Europe remains windsurfing’s commercial home, but culturally and spiritually, Maui is Mecca. The prevailing northeasterly trade winds consistently brush the North Shore coastline at the perfect 45-degree sea to land angle. At the same time, Ho’okipa’s first, second and third reefs all organize marching bands of swell into long, tapered, powerful swell lines. It’s the Banzai Pipeline of windsurfing, and just like Pipe, live spectators can perch on the cliff and look directly into the action.
The Aloha Classic included over 60 of the world’s best windsurfing men and women battling it out over two weeks in all kinds of conditions. The final two days of the contest pumped. November 10 saw maxing 15-foot faces and just enough wind for the athletes to absolutely shred.
Saturday, Nov. 11, was finals day. I made it in time for the semifinals. As I crested the ridge beyond Mama’s Fish House, I saw tall sails flying down the line as the world’s best launched, flipped, carved, snapped and shredded. Maui Boy Zane Schweitzer, grandson of the inventor of the sport, did really well, but acknowledged that he hasn’t been training as much in this sport lately, so it would be tough to break into the quarterfinals.

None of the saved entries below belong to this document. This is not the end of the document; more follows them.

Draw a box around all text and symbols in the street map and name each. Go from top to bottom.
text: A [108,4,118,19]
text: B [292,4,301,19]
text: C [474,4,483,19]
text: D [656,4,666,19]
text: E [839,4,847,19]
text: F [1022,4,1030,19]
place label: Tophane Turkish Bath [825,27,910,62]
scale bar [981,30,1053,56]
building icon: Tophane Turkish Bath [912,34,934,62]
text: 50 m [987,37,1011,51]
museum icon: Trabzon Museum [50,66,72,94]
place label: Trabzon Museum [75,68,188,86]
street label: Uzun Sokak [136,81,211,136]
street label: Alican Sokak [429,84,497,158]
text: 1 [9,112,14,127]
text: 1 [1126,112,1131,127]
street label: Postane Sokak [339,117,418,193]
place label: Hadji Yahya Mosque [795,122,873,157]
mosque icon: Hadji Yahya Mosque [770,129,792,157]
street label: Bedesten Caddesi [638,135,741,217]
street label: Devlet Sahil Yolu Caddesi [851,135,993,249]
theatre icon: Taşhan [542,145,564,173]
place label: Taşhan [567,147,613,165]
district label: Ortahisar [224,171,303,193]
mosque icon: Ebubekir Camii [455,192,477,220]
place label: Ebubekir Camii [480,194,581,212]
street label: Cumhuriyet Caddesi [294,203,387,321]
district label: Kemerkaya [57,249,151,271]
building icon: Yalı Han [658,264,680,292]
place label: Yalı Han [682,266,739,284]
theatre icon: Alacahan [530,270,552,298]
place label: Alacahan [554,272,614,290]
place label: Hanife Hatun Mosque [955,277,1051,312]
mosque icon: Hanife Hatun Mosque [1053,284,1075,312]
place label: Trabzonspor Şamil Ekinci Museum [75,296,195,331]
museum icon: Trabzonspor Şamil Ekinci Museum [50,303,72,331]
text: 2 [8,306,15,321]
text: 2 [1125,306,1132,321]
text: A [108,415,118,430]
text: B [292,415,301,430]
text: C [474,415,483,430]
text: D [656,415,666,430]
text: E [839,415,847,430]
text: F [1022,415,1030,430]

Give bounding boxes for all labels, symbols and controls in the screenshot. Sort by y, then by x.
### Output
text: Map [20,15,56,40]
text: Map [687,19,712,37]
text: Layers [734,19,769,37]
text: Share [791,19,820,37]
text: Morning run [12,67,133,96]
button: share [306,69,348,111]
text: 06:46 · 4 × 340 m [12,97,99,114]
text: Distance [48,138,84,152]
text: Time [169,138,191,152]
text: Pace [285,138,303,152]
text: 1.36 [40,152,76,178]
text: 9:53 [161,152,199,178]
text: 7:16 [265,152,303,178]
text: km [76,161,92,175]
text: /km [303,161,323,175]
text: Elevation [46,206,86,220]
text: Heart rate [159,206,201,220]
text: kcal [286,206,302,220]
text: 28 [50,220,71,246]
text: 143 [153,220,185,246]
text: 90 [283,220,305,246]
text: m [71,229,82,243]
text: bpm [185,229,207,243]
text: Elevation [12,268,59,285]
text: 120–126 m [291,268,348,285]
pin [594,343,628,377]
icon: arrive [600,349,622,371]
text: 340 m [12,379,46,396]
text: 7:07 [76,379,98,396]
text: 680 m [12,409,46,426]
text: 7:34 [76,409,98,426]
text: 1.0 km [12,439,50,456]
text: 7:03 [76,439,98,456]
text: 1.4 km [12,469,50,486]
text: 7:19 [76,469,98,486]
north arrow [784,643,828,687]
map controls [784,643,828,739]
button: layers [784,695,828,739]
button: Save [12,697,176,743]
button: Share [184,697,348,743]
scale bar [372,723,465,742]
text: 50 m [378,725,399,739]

Sprecklesville local Kai Lenny did make the semifinals, but he didn’t manage to go as high, fast and upside down as the pros who specialize in this this sport.
Haiku pro Graham Ezzy was in the zone for much of the contest. Fast, radical, bold and creative, Graham seemed on his way to a finals berth, but in his semifinal, he just couldn’t find the long, tapered set waves that his competitors did. This Maui athlete’s future remains bright though, as he returns to Germany to develop his career.
The whole vibe of the windsurfing contest was ‘ohana style, maybe like the Pipe Masters used to feel in the 1980s. Everybody seemed to know each other, the webcast was full of jokes and guest appearances, and somehow I was roped in to raise and lower colored timekeeping flags, just because I was standing around.
Maui is magic. In a 30-day period we hosted a world-beating big wave event and a world-class professional windsurfing event. Between Nov. 25 and Dec. 6, the world’s best women surfers will vie for the world championship at Honolua Bay, and this year any of five women could take the crown!
It’s only November and the four best months of surf are yet to come. Bring it on. Maui No Ka ‘Oi…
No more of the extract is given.